** Opening Stored data block **

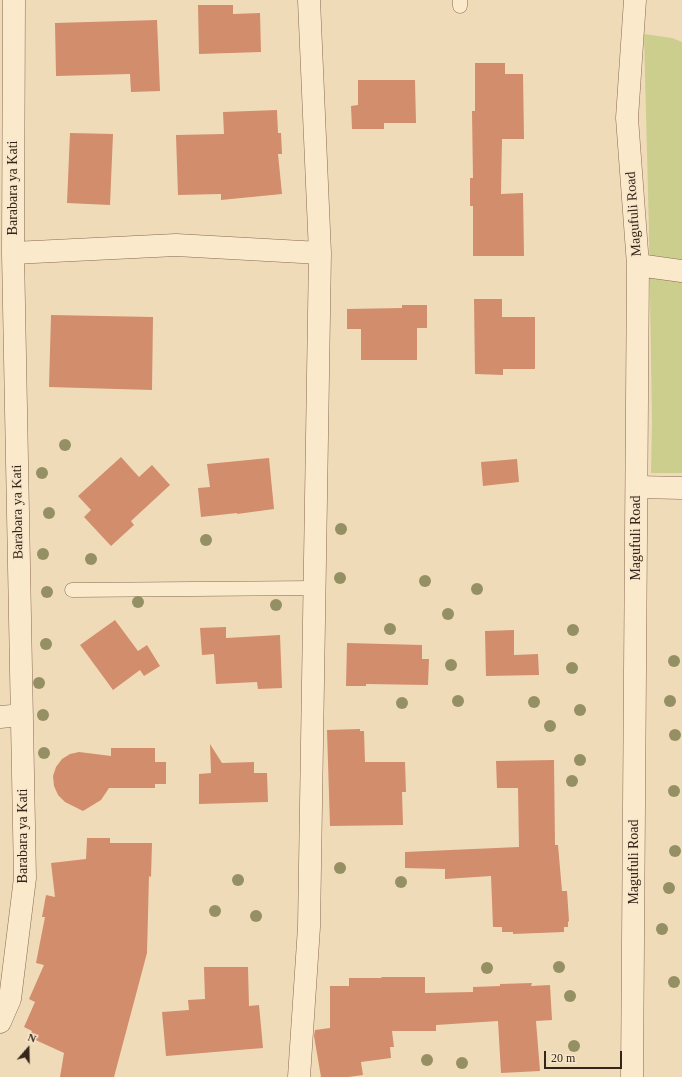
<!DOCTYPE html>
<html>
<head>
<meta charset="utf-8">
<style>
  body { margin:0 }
  #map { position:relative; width:682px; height:1077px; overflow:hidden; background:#f0dbb9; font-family:"Times New Roman",serif }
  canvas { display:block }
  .north { position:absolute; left:8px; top:1029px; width:40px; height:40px; -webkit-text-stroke:3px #f7e6c9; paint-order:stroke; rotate:20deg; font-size:11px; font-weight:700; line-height:16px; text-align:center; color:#352419 }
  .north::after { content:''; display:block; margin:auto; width:14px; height:18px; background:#352419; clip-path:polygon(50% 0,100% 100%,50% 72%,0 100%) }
  .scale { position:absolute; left:544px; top:1051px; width:78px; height:18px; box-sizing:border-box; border:2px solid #352419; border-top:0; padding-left:5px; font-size:12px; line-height:14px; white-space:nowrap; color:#352419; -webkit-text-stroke:3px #f7e6c9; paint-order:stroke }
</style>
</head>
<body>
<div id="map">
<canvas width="682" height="1077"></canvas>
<div class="north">N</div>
<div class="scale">20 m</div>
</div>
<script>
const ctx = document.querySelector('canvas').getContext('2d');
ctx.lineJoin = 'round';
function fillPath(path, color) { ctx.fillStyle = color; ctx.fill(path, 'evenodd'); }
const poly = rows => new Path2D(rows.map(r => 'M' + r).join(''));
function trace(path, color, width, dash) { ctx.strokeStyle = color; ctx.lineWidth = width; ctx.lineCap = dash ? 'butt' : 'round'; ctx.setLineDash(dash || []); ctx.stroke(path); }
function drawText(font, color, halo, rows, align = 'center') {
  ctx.font = font + ' "Times New Roman",serif'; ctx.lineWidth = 3; ctx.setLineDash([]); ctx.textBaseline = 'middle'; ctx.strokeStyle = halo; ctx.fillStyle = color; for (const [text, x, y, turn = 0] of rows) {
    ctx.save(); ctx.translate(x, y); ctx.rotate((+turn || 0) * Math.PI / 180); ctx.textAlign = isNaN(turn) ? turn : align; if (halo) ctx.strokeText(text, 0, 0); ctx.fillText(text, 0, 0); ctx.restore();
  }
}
const green = poly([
  [644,34,672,38,682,42,682,473,651,473,652,421,649,232]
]);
const building = poly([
  [198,5,233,5,233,14,260,13,261,52,199,54],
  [157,20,160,91,131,92,130,74,56,76,55,23],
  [475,63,505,63,505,74,523,74,524,139,502,139,501,194,523,193,524,256,473,256,473,206,470,206,470,178,473,178,472,111,475,111],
  [358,80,415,80,416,123,384,123,384,129,352,129,351,106,358,105],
  [277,110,278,133,281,133,282,154,278,154,282,194,221,200,221,194,178,195,176,135,224,134,223,112],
  [70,133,113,134,110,205,67,203],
  [474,299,502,299,502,317,535,317,535,369,503,369,503,375,475,374],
  [402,305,427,305,427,328,417,328,417,360,361,360,361,329,347,329,347,309,402,308],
  [51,315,153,317,152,390,49,387],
  [121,457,139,477,152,465,170,485,131,521,134,525,111,546,84,517,91,510,78,496],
  [269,458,274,509,237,514,237,513,201,517,198,488,210,487,207,464],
  [517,459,519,482,483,486,481,462],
  [115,620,138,651,147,645,160,666,144,676,140,670,113,690,80,645],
  [226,627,226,638,280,635,282,688,258,689,257,682,216,684,214,654,202,655,200,628],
  [514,630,514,655,538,654,539,675,486,676,485,631],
  [347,643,422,645,422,659,429,659,428,685,366,684,366,686,346,686],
  [360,729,360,731,364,731,365,762,405,762,406,792,402,792,403,825,330,826,327,730],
  [210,744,222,763,254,762,254,773,267,773,268,802,199,804,199,774,211,773],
  [111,748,155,748,155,762,166,762,166,784,155,784,155,788,109,788,101,800,83,811,65,802,58,795,54,786,53,776,56,767,62,759,70,754,79,752,111,756],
  [554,760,555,845,558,845,562,891,567,891,569,921,568,922,568,927,564,927,564,932,513,934,513,932,502,932,502,927,493,927,491,876,445,879,445,869,405,868,405,852,519,847,518,788,497,788,496,761],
  [87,838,110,838,110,843,152,843,151,877,149,876,147,953,114,1077,60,1077,64,1053,29,1037,32,1031,24,1027,35,1002,29,999,44,965,36,963,45,917,42,917,46,895,55,897,51,863,86,859],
  [204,967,248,967,249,1006,259,1005,263,1048,166,1056,162,1012,189,1010,188,1000,205,999],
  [381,977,425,977,425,993,473,992,473,987,500,986,500,984,532,983,531,986,550,985,552,1020,536,1021,540,1071,501,1073,498,1021,436,1025,436,1031,392,1031,394,1047,390,1047,391,1058,361,1062,363,1075,348,1077,321,1077,314,1036,315,1030,330,1028,330,986,349,986,349,978,382,978]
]);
const lane = poly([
  [460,6,460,0],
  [72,590,315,588]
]);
const street = poly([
  [13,253,176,245,320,253],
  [638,265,682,271],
  [637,487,682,488],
  [0,717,22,715],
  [0,1022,10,999,25,878,13,253,14,0],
  [299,1077,309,927,320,253,309,0],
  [632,1077,638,265,627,118,635,0]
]);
const trees = [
  [65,445],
  [42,473],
  [49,513],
  [341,529],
  [206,540],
  [43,554],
  [91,559],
  [340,578],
  [425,581],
  [477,589],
  [47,592],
  [138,602],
  [276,605],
  [448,614],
  [390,629],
  [573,630],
  [46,644],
  [674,661],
  [451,665],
  [572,668],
  [39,683],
  [458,701],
  [670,701],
  [534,702],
  [402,703],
  [580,710],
  [43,715],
  [550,726],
  [675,735],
  [44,753],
  [580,760],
  [572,781],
  [674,791],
  [675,851],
  [340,868],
  [238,880],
  [401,882],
  [669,888],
  [215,911],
  [256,916],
  [662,929],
  [559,967],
  [487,968],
  [674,982],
  [570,996],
  [574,1046],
  [427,1060],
  [462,1063]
];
const streetNames = [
  ["Barabara ya Kati",13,188,-90],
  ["Magufuli Road",634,214,-94],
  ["Barabara ya Kati",18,512,-91],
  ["Magufuli Road",636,538,-90],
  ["Barabara ya Kati",23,836,-90],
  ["Magufuli Road",634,862,-90]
];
fillPath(green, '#ccce8d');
fillPath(building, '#d18d6c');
trace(lane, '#876a53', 15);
trace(street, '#876a53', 23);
trace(lane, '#fbe9cc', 14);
trace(street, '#fbe9cc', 22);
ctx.fillStyle = '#959064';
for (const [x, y] of trees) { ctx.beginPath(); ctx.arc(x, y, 6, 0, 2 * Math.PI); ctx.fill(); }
drawText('14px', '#352419', '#f7e6c9', streetNames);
</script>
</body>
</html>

** Closing Stored data block **

_What the task asks_
Retype only the lines that run from the first line of the entries above to the line containing "position:absolute; left:8px; top:1029px;", both included. Do not carry over any pictures.

_Final answer_
<!DOCTYPE html>
<html>
<head>
<meta charset="utf-8">
<style>
  body { margin:0 }
  #map { position:relative; width:682px; height:1077px; overflow:hidden; background:#f0dbb9; font-family:"Times New Roman",serif }
  canvas { display:block }
  .north { position:absolute; left:8px; top:1029px; width:40px; height:40px; -webkit-text-stroke:3px #f7e6c9; paint-order:stroke; rotate:20deg; font-size:11px; font-weight:700; line-height:16px; text-align:center; color:#352419 }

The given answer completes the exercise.